Work item =
From the first line through the one containing "font-size:21px; color:#000; font-weight:700", restate the listing word for word, and give no other lines.
*** Block opens ***
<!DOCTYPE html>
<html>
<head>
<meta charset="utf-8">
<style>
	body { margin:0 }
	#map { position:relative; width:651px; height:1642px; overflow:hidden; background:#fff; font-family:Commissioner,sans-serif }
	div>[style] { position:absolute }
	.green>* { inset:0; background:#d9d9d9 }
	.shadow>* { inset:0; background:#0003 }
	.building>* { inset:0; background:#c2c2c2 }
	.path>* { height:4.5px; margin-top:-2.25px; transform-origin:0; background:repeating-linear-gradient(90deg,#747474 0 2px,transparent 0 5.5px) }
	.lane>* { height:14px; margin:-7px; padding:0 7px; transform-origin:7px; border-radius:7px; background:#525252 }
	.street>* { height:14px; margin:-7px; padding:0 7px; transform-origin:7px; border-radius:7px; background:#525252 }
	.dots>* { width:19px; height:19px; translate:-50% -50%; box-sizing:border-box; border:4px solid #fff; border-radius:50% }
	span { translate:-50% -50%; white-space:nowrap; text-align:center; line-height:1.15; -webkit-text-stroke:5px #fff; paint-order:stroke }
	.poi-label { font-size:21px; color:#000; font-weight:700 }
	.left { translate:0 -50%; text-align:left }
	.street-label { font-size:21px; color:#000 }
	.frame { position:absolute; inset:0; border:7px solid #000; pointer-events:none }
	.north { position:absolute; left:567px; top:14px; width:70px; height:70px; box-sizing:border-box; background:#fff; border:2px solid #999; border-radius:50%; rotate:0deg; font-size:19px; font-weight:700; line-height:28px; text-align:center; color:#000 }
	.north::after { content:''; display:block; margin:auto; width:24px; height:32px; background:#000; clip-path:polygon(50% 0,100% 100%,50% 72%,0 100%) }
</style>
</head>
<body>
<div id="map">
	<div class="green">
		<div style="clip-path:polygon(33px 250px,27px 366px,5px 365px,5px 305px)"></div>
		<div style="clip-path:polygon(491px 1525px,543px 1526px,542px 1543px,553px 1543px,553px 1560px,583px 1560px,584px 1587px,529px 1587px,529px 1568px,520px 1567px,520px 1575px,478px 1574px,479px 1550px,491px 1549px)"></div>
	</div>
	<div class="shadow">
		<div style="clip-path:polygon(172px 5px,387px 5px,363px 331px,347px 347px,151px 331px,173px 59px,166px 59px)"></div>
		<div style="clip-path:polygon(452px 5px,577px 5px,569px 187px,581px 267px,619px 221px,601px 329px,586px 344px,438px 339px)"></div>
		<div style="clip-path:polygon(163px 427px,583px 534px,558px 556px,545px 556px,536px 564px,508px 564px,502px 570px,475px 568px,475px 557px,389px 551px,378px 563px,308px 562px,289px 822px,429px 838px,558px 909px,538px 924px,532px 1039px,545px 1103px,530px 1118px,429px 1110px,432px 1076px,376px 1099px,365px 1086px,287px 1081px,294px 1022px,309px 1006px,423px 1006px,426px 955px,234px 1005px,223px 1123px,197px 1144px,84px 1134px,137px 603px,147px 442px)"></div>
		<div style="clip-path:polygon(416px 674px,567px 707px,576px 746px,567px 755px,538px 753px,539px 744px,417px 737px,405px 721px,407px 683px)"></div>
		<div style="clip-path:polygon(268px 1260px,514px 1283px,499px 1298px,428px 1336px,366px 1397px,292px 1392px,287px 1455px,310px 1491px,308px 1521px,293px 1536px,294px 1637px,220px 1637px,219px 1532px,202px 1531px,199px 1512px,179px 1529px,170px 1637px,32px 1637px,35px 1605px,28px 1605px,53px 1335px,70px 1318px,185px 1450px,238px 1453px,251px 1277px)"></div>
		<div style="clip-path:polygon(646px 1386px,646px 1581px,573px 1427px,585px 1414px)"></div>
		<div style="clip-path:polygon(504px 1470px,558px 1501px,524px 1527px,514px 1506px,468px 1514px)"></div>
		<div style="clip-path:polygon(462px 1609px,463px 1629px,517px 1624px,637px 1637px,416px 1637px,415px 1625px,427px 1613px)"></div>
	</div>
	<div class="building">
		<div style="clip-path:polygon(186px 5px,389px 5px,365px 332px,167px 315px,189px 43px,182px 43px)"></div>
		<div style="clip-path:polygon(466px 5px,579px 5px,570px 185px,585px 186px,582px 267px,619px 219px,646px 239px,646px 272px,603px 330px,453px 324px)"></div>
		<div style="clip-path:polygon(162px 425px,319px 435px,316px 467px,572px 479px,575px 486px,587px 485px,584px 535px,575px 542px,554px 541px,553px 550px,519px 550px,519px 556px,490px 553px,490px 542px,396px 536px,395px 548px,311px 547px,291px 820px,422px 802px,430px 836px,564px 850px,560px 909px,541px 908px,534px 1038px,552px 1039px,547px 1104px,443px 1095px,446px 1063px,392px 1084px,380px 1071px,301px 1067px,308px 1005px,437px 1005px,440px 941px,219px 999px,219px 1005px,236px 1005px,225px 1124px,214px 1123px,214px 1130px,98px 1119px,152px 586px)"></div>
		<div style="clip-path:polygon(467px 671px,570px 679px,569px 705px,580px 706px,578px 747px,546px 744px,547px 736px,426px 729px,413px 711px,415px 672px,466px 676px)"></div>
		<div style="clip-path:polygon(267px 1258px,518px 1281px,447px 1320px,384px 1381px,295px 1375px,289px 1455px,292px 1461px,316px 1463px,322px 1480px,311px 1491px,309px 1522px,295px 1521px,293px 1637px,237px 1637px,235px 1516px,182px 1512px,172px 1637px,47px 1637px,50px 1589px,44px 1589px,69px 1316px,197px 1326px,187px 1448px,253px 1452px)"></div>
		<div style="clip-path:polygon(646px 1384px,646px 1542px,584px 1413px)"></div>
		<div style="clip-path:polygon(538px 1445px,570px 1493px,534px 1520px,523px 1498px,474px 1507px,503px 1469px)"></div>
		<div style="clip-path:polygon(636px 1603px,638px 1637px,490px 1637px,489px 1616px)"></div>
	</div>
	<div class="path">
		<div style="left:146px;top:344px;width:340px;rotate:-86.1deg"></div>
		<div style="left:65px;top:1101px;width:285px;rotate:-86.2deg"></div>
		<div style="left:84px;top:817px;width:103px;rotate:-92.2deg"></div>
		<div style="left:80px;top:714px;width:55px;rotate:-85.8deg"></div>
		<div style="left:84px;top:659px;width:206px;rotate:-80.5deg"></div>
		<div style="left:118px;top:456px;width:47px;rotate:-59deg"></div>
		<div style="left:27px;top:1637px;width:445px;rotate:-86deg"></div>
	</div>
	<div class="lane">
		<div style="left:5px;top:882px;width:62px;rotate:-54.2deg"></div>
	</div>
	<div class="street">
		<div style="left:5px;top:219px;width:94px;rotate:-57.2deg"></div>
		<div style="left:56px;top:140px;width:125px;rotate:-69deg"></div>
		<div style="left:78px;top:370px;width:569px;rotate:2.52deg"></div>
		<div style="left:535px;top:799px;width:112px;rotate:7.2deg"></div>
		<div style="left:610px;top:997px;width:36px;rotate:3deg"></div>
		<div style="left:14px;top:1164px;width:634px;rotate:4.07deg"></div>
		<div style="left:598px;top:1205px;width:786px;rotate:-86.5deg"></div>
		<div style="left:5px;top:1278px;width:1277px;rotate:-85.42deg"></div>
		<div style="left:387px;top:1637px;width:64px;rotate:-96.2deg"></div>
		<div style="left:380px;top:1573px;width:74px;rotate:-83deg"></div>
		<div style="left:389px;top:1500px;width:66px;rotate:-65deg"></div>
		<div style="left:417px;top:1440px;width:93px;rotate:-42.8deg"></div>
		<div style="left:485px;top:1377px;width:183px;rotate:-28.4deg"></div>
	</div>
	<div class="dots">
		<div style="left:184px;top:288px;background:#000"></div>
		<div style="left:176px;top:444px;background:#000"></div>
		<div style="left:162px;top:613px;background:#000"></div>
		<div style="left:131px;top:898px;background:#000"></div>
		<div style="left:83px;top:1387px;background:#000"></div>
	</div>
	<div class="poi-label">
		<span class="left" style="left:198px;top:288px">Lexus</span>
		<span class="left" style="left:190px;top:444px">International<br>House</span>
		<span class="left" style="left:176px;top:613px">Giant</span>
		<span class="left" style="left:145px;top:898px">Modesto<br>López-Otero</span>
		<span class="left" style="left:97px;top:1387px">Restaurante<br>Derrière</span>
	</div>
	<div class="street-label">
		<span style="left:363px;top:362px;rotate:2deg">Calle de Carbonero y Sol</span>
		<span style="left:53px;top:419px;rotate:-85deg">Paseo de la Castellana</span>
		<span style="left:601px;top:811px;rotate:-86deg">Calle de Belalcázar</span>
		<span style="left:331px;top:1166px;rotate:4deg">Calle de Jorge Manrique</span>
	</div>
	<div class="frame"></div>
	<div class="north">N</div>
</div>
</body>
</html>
*** Block closes ***
Solution below =
<!DOCTYPE html>
<html>
<head>
<meta charset="utf-8">
<style>
	body { margin:0 }
	#map { position:relative; width:651px; height:1642px; overflow:hidden; background:#fff; font-family:Commissioner,sans-serif }
	div>[style] { position:absolute }
	.green>* { inset:0; background:#d9d9d9 }
	.shadow>* { inset:0; background:#0003 }
	.building>* { inset:0; background:#c2c2c2 }
	.path>* { height:4.5px; margin-top:-2.25px; transform-origin:0; background:repeating-linear-gradient(90deg,#747474 0 2px,transparent 0 5.5px) }
	.lane>* { height:14px; margin:-7px; padding:0 7px; transform-origin:7px; border-radius:7px; background:#525252 }
	.street>* { height:14px; margin:-7px; padding:0 7px; transform-origin:7px; border-radius:7px; background:#525252 }
	.dots>* { width:19px; height:19px; translate:-50% -50%; box-sizing:border-box; border:4px solid #fff; border-radius:50% }
	span { translate:-50% -50%; white-space:nowrap; text-align:center; line-height:1.15; -webkit-text-stroke:5px #fff; paint-order:stroke }
	.poi-label { font-size:21px; color:#000; font-weight:700 }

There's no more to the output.